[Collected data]
= = = = =
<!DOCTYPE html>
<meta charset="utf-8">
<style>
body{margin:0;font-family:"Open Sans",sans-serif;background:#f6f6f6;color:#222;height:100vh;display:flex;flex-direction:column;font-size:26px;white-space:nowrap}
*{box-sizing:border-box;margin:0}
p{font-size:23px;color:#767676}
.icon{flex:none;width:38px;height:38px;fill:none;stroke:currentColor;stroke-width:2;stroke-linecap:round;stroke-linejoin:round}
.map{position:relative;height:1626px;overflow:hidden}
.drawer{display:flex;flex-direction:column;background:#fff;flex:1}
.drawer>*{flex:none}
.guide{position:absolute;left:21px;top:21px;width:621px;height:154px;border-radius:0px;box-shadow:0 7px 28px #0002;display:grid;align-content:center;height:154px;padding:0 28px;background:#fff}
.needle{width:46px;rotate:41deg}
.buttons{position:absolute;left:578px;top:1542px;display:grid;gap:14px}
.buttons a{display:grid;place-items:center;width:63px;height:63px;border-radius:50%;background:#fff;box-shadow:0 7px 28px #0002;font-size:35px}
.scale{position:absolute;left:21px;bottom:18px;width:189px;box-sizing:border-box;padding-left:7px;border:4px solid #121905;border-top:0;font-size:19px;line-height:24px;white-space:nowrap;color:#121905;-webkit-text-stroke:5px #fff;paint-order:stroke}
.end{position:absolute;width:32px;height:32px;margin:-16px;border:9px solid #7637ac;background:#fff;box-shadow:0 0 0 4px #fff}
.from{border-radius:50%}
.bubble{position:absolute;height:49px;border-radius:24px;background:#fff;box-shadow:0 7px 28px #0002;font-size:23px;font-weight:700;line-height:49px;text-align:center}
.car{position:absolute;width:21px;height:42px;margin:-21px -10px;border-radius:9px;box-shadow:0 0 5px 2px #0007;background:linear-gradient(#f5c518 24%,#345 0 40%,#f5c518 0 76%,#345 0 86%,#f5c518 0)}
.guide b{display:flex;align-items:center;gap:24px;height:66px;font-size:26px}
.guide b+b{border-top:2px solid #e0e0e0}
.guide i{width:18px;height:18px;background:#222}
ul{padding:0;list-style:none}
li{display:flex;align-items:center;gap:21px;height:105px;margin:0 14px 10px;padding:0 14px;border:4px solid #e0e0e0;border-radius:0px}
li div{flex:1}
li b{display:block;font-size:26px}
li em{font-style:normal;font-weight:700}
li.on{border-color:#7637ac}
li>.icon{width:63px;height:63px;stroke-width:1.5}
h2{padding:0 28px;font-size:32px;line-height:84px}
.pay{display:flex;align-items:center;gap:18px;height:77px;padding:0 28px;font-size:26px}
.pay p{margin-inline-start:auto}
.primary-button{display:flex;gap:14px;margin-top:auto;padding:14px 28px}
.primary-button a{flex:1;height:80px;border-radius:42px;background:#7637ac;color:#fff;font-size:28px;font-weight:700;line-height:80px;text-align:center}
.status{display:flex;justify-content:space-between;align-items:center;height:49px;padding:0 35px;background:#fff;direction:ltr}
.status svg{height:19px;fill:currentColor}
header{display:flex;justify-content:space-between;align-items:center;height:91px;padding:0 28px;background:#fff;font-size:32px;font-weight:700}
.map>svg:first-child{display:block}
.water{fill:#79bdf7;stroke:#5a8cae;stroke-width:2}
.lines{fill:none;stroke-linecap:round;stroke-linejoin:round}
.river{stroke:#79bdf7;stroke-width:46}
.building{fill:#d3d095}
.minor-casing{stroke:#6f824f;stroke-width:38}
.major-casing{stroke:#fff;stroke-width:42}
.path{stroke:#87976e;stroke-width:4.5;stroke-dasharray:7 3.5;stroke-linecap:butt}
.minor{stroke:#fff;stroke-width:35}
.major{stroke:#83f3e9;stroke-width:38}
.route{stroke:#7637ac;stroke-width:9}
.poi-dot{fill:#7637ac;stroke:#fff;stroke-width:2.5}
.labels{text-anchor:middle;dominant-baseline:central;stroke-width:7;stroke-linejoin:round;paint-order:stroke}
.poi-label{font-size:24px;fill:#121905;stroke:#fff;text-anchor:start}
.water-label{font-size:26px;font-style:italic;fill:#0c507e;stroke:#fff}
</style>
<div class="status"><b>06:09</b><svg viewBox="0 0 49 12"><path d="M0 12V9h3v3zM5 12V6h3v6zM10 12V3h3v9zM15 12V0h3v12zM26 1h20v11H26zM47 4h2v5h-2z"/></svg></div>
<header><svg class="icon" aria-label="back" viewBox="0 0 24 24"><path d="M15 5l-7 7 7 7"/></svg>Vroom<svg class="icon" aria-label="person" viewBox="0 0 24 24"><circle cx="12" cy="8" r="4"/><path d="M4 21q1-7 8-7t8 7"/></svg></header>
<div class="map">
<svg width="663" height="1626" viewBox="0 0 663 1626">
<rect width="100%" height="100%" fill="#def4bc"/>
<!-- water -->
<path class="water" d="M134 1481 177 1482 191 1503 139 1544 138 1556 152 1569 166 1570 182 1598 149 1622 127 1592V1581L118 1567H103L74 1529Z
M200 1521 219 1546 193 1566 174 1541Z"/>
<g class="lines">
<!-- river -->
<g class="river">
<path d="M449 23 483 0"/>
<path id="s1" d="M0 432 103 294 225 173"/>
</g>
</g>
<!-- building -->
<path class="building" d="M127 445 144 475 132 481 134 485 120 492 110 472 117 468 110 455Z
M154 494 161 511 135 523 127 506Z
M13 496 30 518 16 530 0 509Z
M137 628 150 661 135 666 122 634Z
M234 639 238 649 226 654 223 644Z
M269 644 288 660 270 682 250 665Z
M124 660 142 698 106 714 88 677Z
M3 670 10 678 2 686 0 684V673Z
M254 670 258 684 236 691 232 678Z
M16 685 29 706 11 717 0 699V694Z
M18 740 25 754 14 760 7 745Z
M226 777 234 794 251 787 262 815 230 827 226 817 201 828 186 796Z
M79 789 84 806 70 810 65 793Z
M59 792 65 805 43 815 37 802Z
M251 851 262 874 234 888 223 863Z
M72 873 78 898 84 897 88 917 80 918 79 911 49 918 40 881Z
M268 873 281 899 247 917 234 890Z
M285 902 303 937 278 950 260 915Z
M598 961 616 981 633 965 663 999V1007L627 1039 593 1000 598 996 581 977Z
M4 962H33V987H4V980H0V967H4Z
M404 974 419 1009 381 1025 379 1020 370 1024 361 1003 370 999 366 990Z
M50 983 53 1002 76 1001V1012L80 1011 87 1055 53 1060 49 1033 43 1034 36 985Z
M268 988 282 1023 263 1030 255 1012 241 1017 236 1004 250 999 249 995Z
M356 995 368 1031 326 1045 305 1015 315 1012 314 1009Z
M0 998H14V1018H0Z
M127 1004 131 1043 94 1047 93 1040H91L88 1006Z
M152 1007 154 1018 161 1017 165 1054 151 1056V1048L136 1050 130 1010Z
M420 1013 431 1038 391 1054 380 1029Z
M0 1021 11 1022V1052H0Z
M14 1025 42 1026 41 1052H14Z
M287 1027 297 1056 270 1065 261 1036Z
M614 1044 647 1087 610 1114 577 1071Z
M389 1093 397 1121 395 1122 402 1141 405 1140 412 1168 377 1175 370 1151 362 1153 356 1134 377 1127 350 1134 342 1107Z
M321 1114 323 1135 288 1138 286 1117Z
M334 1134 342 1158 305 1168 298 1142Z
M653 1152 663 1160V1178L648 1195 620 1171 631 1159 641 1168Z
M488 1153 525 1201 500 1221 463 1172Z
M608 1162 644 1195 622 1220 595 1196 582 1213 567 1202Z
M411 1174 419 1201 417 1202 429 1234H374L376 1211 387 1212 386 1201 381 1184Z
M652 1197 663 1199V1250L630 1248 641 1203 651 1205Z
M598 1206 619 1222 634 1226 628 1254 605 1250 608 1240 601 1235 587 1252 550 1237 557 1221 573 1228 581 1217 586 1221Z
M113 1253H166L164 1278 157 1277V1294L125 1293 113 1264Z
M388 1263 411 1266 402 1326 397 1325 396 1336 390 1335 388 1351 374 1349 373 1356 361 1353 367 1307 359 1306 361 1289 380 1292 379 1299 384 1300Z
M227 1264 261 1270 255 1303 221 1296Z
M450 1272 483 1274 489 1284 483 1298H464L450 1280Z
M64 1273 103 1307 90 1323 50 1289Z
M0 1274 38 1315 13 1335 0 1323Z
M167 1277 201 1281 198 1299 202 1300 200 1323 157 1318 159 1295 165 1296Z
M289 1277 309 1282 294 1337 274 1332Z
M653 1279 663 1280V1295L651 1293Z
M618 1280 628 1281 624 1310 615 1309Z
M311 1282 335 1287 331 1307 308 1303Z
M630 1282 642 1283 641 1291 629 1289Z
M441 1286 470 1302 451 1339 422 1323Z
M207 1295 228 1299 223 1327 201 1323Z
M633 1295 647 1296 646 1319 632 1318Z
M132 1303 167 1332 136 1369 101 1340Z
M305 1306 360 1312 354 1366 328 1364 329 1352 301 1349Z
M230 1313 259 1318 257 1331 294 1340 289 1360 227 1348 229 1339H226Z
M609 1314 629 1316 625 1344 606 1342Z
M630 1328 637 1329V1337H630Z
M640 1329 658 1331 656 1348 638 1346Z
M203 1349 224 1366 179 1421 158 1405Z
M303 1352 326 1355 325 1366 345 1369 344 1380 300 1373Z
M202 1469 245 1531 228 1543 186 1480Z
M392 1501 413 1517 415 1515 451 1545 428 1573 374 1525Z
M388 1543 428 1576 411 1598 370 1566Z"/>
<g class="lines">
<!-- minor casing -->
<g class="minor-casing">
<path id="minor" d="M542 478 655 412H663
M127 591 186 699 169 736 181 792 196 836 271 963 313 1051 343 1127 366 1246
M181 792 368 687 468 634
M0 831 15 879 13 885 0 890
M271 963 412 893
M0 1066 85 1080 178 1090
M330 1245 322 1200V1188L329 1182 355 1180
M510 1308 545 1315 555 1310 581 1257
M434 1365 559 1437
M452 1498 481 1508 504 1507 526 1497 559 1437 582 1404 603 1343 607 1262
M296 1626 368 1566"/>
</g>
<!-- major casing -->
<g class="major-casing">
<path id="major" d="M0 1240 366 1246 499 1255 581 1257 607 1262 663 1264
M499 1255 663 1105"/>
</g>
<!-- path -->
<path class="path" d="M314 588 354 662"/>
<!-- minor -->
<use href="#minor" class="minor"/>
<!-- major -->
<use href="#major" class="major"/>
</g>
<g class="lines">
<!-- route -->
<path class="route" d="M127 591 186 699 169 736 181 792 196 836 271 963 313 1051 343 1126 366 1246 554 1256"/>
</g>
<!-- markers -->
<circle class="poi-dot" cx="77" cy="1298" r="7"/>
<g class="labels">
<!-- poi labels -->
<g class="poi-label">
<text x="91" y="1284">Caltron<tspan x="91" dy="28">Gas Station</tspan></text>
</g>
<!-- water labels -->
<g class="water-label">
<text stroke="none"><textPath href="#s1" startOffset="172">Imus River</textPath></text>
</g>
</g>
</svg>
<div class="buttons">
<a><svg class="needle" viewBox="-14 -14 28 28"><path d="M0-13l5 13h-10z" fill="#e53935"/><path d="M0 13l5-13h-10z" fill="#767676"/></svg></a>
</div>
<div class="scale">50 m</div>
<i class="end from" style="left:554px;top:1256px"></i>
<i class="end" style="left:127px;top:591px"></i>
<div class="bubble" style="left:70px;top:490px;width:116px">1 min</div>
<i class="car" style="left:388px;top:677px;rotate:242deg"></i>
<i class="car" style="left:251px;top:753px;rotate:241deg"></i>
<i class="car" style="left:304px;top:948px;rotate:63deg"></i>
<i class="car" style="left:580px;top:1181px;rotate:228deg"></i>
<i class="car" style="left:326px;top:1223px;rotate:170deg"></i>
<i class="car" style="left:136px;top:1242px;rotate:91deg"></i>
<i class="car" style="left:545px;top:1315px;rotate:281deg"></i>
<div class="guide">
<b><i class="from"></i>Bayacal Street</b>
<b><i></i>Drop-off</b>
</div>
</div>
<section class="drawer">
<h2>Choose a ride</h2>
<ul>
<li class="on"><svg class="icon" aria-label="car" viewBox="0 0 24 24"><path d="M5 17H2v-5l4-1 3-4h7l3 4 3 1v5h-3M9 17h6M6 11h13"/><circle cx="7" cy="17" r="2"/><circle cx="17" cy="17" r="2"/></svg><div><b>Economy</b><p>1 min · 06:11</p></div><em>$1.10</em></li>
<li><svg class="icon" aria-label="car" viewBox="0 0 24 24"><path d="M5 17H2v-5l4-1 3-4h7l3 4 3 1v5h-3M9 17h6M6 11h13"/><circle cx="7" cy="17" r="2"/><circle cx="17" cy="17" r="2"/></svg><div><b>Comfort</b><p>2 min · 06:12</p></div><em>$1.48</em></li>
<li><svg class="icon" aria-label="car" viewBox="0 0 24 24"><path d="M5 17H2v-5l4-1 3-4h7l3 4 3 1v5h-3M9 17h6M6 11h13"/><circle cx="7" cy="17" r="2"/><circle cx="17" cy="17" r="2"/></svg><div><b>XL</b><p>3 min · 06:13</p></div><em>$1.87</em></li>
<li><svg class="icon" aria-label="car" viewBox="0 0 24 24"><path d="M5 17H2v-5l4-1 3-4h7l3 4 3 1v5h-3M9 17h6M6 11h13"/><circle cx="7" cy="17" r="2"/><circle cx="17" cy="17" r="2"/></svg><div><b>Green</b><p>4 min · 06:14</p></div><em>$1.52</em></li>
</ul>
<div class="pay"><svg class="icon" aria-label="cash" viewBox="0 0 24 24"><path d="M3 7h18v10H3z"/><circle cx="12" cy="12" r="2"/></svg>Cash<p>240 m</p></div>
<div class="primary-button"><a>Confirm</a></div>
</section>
= = = = =
- **EXERCISE AIM**
Starting at the line above that holds "M200 1521 219" and ending at the line that holds "M420 1013 431 1038 391 1054 380 1029Z", transcribe each line exactly and include no other lines.

- **EXERCISE ANSWER**
M200 1521 219 1546 193 1566 174 1541Z"/>
<g class="lines">
<!-- river -->
<g class="river">
<path d="M449 23 483 0"/>
<path id="s1" d="M0 432 103 294 225 173"/>
</g>
</g>
<!-- building -->
<path class="building" d="M127 445 144 475 132 481 134 485 120 492 110 472 117 468 110 455Z
M154 494 161 511 135 523 127 506Z
M13 496 30 518 16 530 0 509Z
M137 628 150 661 135 666 122 634Z
M234 639 238 649 226 654 223 644Z
M269 644 288 660 270 682 250 665Z
M124 660 142 698 106 714 88 677Z
M3 670 10 678 2 686 0 684V673Z
M254 670 258 684 236 691 232 678Z
M16 685 29 706 11 717 0 699V694Z
M18 740 25 754 14 760 7 745Z
M226 777 234 794 251 787 262 815 230 827 226 817 201 828 186 796Z
M79 789 84 806 70 810 65 793Z
M59 792 65 805 43 815 37 802Z
M251 851 262 874 234 888 223 863Z
M72 873 78 898 84 897 88 917 80 918 79 911 49 918 40 881Z
M268 873 281 899 247 917 234 890Z
M285 902 303 937 278 950 260 915Z
M598 961 616 981 633 965 663 999V1007L627 1039 593 1000 598 996 581 977Z
M4 962H33V987H4V980H0V967H4Z
M404 974 419 1009 381 1025 379 1020 370 1024 361 1003 370 999 366 990Z
M50 983 53 1002 76 1001V1012L80 1011 87 1055 53 1060 49 1033 43 1034 36 985Z
M268 988 282 1023 263 1030 255 1012 241 1017 236 1004 250 999 249 995Z
M356 995 368 1031 326 1045 305 1015 315 1012 314 1009Z
M0 998H14V1018H0Z
M127 1004 131 1043 94 1047 93 1040H91L88 1006Z
M152 1007 154 1018 161 1017 165 1054 151 1056V1048L136 1050 130 1010Z
M420 1013 431 1038 391 1054 380 1029Z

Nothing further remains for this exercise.